Birx: China's unreliable data caused West to underestimate coronavirus contagion, deaths
'Probably we were missing significant amount of the data': Dr. Deborah Birx, White House's Coronavirus Response Coordinator
China's unreliable data about the severity of coronavirus caused the West to underestimate coronavirus contagion and deaths, says Dr. Deborah Birx, the White House's Coronavirus Response Coordinator.
Birx said Tuesday that initial reports out of China made epidemic experts less concerned about the virus' rapid spread and death tolls, leading them to think that the death toll would be more similar to SARS, the fatal respiratory illness that first appeared in China in 2002.
The SARS epidemic resulted in 8,098 infected people and just 774 deaths worldwide, according to the Centers For Disease Control and Prevention.
The White House coronavirus task force Tuesday said current models show 100,000 to 240,000 people in the U.S. perishing due to the coronavirus pandemic.
"I think when you talk about, 'Could we have known something different?' – you know, I think all of us – I mean, I was overseas when this happened, in Africa," Birx said during Tuesday's daily White House coronavirus task force briefing.
"And I think when you looked at the China data originally, and you said, 'Oh, well there's 80 million people,' or 20 million people in Wuhan and 80 million people in Hubei, and they come up with a number of 50,000, you start thinking of this more like SARS than you do this kind of global pandemic ...
"So I think the medical community made – interpreted the Chinese data as, that this was serious but smaller than anyone expected, because I think probably we were missing significant amount of the data, now that when we see what happened to Italy and we see what happened to Spain."

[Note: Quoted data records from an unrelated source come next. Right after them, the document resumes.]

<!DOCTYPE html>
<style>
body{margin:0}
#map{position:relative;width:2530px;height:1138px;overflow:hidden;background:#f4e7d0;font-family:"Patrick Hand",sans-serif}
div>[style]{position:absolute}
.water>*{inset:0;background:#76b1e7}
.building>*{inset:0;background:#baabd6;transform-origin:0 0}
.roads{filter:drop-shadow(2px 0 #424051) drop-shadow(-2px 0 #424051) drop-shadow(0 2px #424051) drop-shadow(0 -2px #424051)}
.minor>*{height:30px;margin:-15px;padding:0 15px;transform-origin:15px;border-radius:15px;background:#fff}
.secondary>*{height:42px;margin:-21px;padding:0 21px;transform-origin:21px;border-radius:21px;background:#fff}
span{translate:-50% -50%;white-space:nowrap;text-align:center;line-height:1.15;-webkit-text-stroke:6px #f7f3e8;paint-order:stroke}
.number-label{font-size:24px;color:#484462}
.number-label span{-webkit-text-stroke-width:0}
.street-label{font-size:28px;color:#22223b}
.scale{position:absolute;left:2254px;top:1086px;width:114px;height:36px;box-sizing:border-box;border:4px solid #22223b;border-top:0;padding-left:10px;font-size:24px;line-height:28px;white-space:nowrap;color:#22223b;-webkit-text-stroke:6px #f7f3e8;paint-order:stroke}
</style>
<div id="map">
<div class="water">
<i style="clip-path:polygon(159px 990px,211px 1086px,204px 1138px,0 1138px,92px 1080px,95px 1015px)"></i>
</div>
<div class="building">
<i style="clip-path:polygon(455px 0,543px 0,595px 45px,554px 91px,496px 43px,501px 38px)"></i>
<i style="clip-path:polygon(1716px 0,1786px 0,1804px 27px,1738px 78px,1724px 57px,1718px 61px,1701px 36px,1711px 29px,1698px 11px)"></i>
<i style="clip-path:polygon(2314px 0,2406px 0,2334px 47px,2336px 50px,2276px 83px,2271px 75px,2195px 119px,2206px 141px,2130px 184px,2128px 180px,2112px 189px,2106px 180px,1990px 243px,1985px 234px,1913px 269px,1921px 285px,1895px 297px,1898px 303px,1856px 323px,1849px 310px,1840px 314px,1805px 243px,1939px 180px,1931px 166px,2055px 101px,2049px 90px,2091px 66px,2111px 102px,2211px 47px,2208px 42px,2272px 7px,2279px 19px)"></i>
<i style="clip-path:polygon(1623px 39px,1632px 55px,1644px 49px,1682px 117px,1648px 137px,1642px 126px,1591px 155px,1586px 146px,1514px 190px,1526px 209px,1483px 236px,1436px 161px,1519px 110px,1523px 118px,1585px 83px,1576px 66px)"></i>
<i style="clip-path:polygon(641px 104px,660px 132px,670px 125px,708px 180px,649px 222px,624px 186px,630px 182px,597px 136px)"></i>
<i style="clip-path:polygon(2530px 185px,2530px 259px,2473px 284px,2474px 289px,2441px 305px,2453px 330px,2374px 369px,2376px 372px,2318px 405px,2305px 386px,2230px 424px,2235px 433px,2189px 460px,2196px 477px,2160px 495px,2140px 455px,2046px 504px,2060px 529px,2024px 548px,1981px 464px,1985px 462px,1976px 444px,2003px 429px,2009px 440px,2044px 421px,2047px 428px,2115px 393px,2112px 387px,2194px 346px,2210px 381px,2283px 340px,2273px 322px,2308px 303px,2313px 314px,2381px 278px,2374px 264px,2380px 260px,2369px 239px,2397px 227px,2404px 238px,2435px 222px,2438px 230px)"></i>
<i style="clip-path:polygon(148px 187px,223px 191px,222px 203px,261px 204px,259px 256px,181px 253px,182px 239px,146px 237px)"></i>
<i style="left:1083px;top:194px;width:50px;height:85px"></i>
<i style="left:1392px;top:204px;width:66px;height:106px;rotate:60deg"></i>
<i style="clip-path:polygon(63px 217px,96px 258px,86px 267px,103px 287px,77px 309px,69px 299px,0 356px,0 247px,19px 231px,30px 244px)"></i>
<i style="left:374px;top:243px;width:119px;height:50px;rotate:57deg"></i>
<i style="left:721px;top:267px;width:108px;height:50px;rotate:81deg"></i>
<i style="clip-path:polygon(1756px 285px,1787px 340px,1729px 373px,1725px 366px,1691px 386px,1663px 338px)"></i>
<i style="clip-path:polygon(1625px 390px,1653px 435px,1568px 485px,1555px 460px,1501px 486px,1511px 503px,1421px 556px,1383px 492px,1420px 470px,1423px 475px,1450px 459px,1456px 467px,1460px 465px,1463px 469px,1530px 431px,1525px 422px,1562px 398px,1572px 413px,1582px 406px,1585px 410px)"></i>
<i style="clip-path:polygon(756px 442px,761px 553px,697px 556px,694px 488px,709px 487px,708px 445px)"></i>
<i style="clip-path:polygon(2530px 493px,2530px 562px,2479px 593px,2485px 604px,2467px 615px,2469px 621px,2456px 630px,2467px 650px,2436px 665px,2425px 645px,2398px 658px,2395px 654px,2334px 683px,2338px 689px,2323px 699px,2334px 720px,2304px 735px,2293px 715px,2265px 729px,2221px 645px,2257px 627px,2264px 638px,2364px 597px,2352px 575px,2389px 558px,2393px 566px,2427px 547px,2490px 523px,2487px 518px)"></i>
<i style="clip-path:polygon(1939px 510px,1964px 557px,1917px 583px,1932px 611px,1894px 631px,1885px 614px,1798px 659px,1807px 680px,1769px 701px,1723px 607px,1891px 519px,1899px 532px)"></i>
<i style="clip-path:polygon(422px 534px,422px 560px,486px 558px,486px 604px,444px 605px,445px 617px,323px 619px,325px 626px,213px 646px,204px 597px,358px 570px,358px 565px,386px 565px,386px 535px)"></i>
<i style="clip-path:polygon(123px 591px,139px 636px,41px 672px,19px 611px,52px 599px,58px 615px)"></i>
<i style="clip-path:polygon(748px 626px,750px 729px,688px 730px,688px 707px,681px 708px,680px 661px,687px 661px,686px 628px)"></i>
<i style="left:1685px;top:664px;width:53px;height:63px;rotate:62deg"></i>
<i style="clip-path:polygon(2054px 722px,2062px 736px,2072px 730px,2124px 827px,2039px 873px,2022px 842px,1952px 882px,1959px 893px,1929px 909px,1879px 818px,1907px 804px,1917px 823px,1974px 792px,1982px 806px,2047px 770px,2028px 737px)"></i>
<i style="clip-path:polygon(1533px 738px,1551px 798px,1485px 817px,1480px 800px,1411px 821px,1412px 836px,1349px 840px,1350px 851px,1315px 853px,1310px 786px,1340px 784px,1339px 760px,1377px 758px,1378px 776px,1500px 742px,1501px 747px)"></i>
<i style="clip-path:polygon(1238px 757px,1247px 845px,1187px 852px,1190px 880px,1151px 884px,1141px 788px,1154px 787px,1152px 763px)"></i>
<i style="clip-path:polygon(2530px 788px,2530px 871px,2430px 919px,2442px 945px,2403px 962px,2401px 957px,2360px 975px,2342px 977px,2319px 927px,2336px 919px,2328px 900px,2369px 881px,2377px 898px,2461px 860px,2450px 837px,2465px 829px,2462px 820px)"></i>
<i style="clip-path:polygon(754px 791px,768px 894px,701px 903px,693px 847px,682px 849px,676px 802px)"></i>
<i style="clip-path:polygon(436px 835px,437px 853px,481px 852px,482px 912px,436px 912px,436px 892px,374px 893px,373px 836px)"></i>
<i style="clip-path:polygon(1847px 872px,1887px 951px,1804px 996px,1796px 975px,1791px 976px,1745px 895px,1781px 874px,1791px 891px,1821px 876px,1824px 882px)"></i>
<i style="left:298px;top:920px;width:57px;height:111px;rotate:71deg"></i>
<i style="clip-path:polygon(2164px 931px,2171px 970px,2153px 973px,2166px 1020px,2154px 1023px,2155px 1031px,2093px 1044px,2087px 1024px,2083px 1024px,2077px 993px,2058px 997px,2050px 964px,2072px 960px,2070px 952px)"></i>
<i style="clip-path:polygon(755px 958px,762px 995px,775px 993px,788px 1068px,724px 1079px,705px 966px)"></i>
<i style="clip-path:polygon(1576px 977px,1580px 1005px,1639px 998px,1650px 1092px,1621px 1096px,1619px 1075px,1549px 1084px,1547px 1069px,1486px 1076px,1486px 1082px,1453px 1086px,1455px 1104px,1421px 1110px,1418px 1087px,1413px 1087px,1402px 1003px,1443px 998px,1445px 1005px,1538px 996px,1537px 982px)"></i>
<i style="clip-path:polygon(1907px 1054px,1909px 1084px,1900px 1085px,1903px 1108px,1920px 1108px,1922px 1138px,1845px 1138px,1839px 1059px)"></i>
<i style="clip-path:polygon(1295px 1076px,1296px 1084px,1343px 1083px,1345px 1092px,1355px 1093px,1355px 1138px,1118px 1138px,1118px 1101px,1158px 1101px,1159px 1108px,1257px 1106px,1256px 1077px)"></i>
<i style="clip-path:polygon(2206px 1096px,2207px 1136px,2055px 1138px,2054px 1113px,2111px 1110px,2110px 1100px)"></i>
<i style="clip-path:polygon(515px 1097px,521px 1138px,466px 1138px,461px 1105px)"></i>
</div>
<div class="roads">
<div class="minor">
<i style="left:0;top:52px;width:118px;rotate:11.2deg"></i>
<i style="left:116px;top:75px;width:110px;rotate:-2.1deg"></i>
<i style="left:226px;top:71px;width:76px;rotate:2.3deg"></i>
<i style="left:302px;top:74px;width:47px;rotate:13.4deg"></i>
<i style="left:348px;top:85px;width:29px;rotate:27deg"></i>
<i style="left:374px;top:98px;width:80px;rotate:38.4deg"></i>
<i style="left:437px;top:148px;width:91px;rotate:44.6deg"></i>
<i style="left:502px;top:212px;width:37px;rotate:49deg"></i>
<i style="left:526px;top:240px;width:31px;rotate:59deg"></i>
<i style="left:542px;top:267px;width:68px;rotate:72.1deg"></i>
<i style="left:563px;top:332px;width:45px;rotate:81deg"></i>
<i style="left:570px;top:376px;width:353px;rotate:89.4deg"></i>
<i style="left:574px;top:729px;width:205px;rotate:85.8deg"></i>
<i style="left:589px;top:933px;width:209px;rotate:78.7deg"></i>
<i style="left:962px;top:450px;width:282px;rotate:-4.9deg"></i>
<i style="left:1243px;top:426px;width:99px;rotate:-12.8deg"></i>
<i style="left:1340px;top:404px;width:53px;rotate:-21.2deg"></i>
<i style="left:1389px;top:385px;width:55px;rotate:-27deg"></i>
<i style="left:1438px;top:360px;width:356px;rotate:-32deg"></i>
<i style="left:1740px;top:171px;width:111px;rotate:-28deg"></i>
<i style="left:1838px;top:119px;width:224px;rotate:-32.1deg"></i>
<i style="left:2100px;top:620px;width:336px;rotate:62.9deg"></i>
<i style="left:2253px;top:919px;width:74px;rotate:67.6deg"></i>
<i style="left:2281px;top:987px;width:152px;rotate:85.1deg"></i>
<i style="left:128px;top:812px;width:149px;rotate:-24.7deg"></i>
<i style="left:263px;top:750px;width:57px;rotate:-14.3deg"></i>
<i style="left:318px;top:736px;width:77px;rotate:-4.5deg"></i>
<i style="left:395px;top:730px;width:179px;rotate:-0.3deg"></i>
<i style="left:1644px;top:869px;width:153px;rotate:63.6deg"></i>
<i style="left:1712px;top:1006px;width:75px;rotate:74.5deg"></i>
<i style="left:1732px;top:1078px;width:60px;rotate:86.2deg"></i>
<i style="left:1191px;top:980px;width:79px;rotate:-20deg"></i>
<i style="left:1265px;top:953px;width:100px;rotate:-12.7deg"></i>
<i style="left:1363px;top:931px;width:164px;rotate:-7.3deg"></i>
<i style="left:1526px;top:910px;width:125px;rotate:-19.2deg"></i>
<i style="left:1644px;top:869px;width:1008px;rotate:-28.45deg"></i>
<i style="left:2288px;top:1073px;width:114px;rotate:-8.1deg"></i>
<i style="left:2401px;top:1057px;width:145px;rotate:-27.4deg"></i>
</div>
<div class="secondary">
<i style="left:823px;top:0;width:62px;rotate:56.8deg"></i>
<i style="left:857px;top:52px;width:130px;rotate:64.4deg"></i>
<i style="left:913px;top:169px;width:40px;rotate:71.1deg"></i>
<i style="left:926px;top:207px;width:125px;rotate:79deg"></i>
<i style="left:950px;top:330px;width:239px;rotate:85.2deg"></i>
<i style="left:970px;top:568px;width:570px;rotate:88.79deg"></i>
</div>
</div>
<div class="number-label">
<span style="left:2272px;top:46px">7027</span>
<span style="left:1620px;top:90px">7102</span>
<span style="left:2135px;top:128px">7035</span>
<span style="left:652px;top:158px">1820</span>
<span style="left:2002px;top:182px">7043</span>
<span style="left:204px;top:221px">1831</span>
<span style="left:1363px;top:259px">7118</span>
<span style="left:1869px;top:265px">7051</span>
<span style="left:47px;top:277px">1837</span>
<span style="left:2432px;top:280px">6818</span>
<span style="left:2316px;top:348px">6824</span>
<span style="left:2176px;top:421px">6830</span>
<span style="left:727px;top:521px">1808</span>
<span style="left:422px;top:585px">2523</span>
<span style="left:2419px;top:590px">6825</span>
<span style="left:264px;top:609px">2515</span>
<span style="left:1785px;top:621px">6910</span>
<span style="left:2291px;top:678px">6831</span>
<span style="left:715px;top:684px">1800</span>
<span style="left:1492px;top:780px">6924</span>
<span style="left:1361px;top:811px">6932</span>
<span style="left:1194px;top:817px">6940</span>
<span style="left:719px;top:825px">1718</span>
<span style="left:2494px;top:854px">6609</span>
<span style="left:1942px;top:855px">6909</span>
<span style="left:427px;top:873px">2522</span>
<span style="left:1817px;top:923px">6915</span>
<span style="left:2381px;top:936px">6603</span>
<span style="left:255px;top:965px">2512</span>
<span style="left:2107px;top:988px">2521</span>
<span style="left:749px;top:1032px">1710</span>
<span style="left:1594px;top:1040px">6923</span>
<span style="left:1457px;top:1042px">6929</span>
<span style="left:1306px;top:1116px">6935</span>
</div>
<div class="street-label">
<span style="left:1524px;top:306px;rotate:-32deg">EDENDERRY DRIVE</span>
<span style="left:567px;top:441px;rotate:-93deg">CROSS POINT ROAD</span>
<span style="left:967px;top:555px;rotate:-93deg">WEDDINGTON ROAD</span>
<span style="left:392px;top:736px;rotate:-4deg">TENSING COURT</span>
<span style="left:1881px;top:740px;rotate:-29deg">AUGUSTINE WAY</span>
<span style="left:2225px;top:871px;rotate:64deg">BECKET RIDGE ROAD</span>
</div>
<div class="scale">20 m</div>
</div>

Birx on Tuesday also presented data from Italy showing a much more rapid spread than was seen in China.
"In the United States, only eight persons were laboratory-confirmed as SARS cases," the CDC reported. "There were no SARS-related deaths in the United States. All of the eight persons with laboratory-confirmed SARS had traveled to areas where SARS-CoV transmission was occurring."
Birx said Western modelers also initially focused on methods to control the coronavirus spread that were less severe, with people engaging in "social distancing" rather than a "lockdown."
"So, I can – all of the modelers who presented did – I mean, I just want to thank them again because they assembled from around the globe very quickly, about two or three weeks ago, to – before we announced the first 15 days – to show all the implications of closing the schools, having people stay in their homes," Birx said.
"And that's how it was modeled: Stay in your homes, social distancing of six feet. So, no one actually termed it a lockdown, as far as I remember.
"It was more about staying in your home ... .And so what was modeled is not a lockdown. Two countries did remove people from homes that were positive and put them in separate spaces. That also wasn't modeled. But it could be modeled. And so we could go back and ask the modelers about lockdown versus not lockdown, but what they modeled was people staying at home."